◆ **Activity**: Find the lines of data that contain the string "markers", then list them.

Collected data entries
- Opening Delimiter -

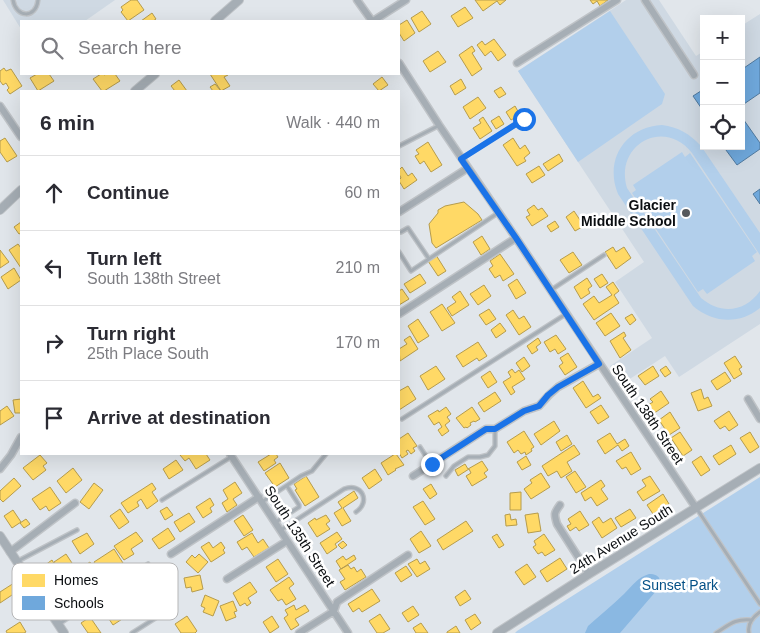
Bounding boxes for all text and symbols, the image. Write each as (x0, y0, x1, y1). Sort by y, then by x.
map controls (700, 15, 745, 150)
button: + (700, 15, 745, 60)
search box (20, 20, 400, 75)
icon: search (38, 34, 66, 62)
text: Search here (78, 37, 182, 58)
button: − (700, 60, 745, 105)
button: locate (700, 105, 745, 150)
route start (513, 108, 536, 131)
text: 6 min (40, 111, 95, 134)
text: Walk · 440 m (286, 114, 380, 131)
icon: ahead (40, 179, 68, 207)
text: Continue (87, 182, 169, 203)
text: 60 m (344, 184, 380, 201)
place label: Glacier Middle School (581, 197, 677, 229)
marker: Glacier Middle School (680, 207, 692, 219)
text: Turn left (87, 248, 162, 269)
icon: left (40, 254, 68, 282)
text: 210 m (336, 259, 380, 276)
text: South 138th Street (87, 270, 220, 287)
text: Turn right (87, 323, 175, 344)
icon: right (40, 329, 68, 357)
text: 170 m (336, 334, 380, 351)
text: 25th Place South (87, 345, 209, 362)
street label: South 138th Street (609, 361, 687, 467)
icon: arrive (40, 404, 68, 432)
text: Arrive at destination (87, 407, 271, 428)
route end (421, 453, 444, 476)
street label: South 135th Street (261, 483, 339, 589)
street label: 24th Avenue South (567, 501, 675, 577)
legend (12, 563, 178, 620)
text: Homes (54, 572, 98, 588)
park label: Sunset Park (642, 577, 719, 593)
text: Schools (54, 595, 104, 611)

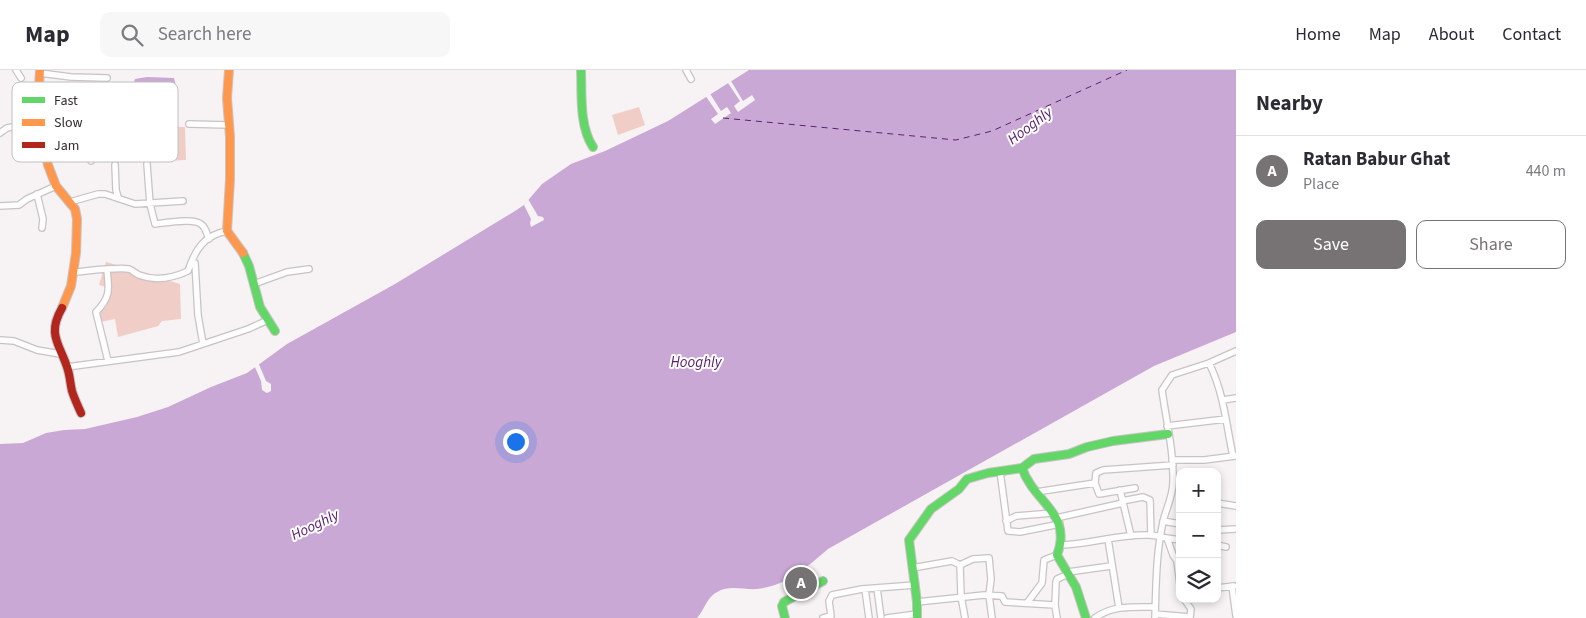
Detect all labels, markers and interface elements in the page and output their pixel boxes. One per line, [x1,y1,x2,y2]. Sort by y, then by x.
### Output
search box [100,12,450,57]
text: Map [25,17,70,52]
icon: search [118,21,146,49]
text: Search here [158,21,251,48]
text: Home [1295,22,1341,47]
text: Map [1369,22,1401,47]
text: About [1429,22,1474,47]
text: Contact [1502,22,1561,47]
legend [12,82,178,162]
text: Nearby [1256,88,1323,118]
text: Fast [54,91,78,111]
water label: Hooghly [1003,102,1058,150]
text: Slow [54,113,83,133]
text: Jam [54,136,79,156]
text: Ratan Babur Ghat [1303,146,1450,173]
text: A [1267,160,1277,182]
text: 440 m [1526,160,1566,182]
text: Place [1303,173,1339,195]
button: Save [1256,220,1406,269]
button: Share [1416,220,1566,269]
water label: Hooghly [670,352,723,373]
your location [503,429,529,455]
map controls [1176,468,1221,603]
button: + [1176,468,1221,513]
water label: Hooghly [287,504,344,546]
button: − [1176,513,1221,558]
button: layers [1176,558,1221,603]
pin: A [785,564,817,602]

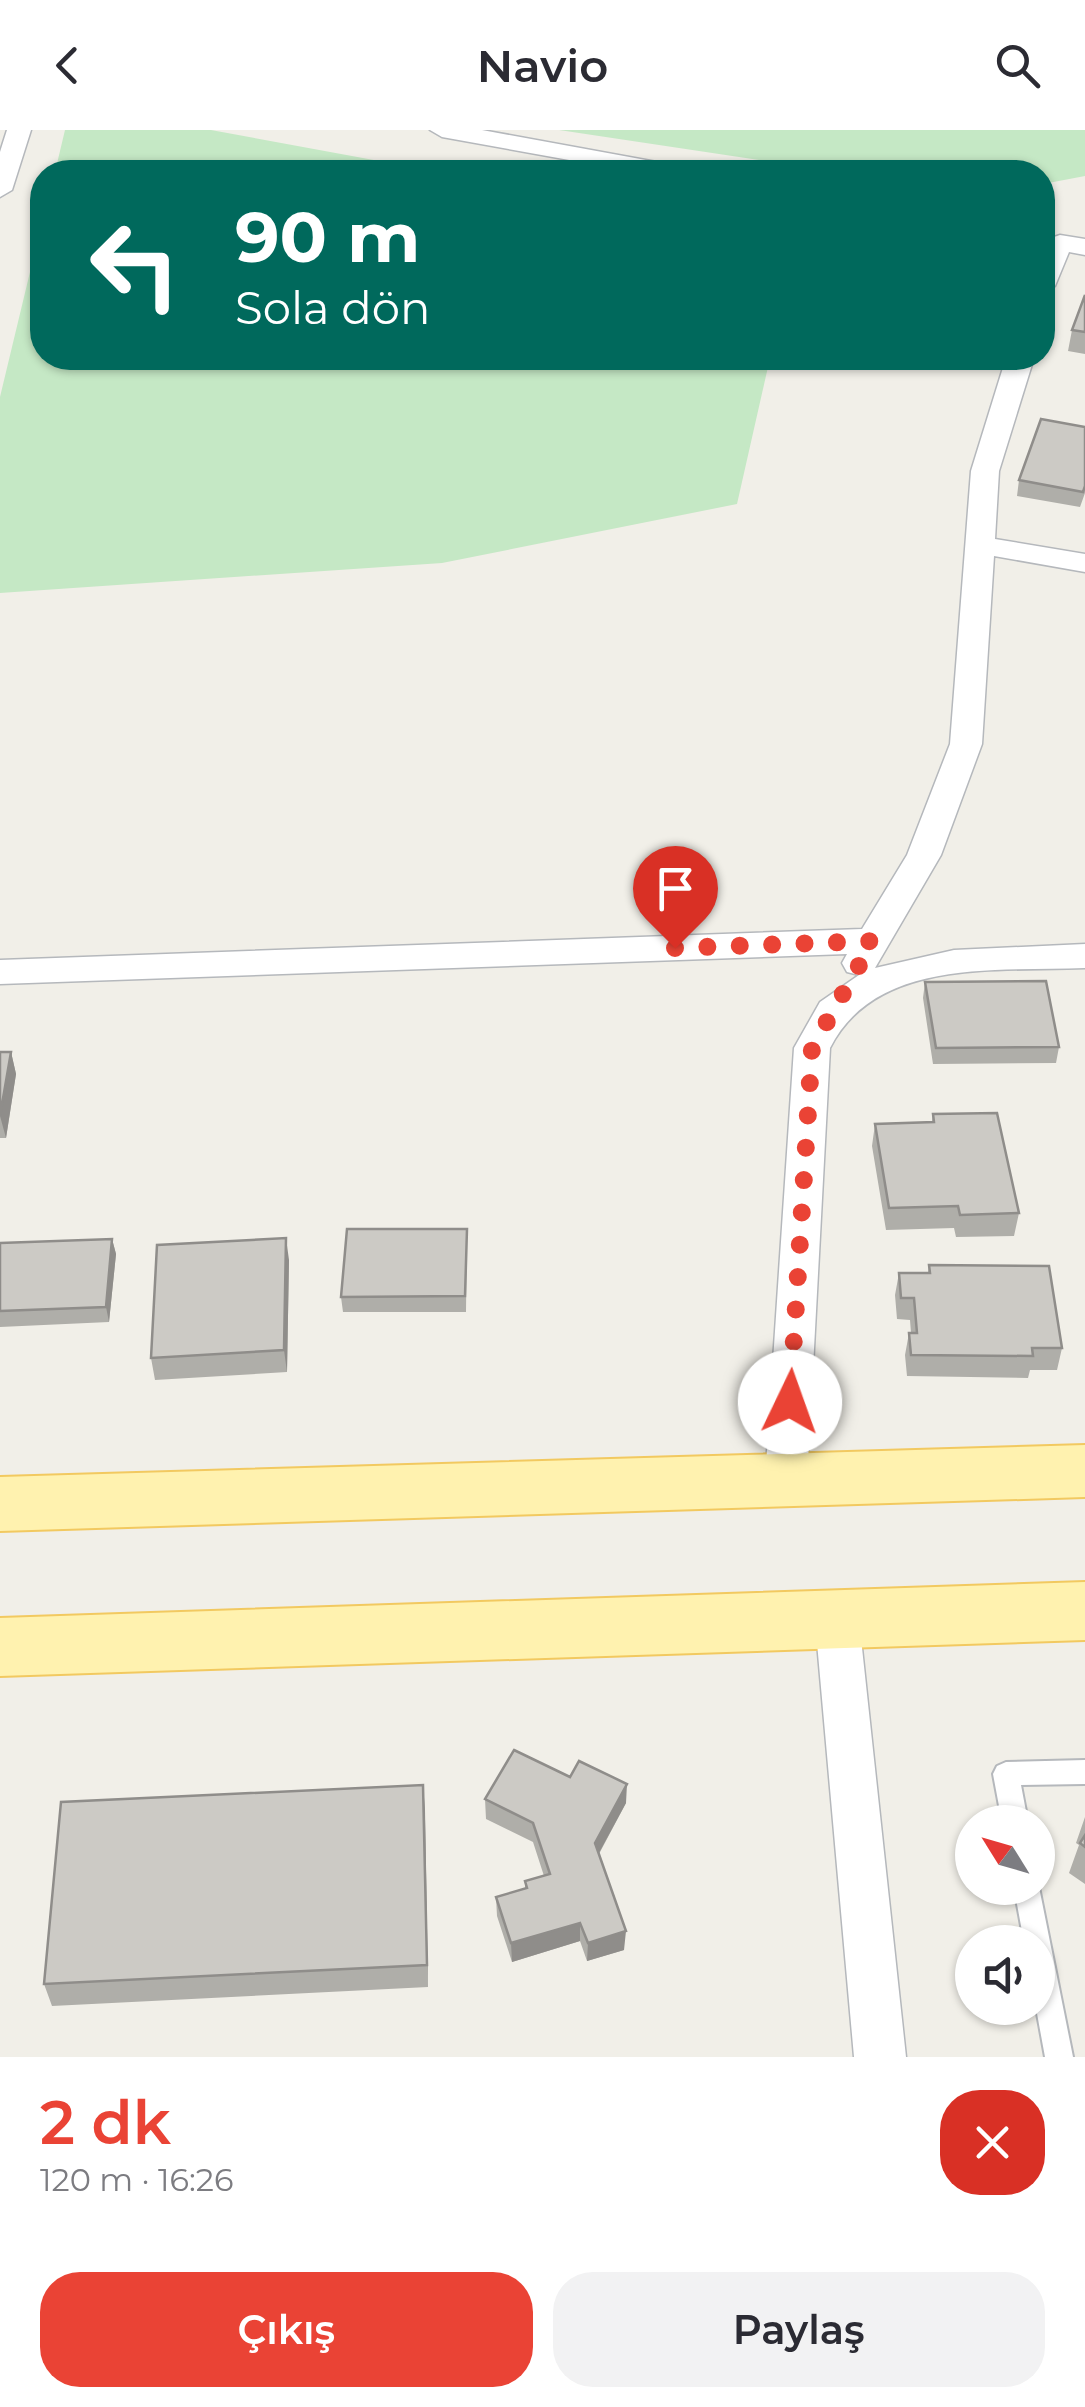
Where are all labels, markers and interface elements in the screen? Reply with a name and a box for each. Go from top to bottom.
icon: back [40,38,95,93]
text: Navio [477,38,608,93]
icon: search [990,38,1045,93]
text: 90 m [235,194,420,280]
icon: left [70,200,200,330]
text: Sola dön [235,280,430,335]
pin [633,846,718,949]
icon: arrive [648,861,703,916]
position arrow [738,1350,842,1454]
north arrow [955,1805,1055,1905]
map controls [955,1805,1055,2025]
button: sound [955,1925,1055,2025]
text: 2 dk [40,2086,171,2159]
button: close [940,2090,1045,2195]
text: 120 m · 16:26 [40,2160,233,2199]
button: Çıkış [40,2272,533,2387]
button: Paylaş [553,2272,1045,2387]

- Closing Delimiter -

◆ **The answer**:
Detect all labels, markers and interface elements in the page and output their pixel boxes. One per line, [x1,y1,x2,y2]. Sort by y, then by x.
Where are all labels, markers and interface elements in the screen? Reply with a name and a box for each. Go from top to bottom.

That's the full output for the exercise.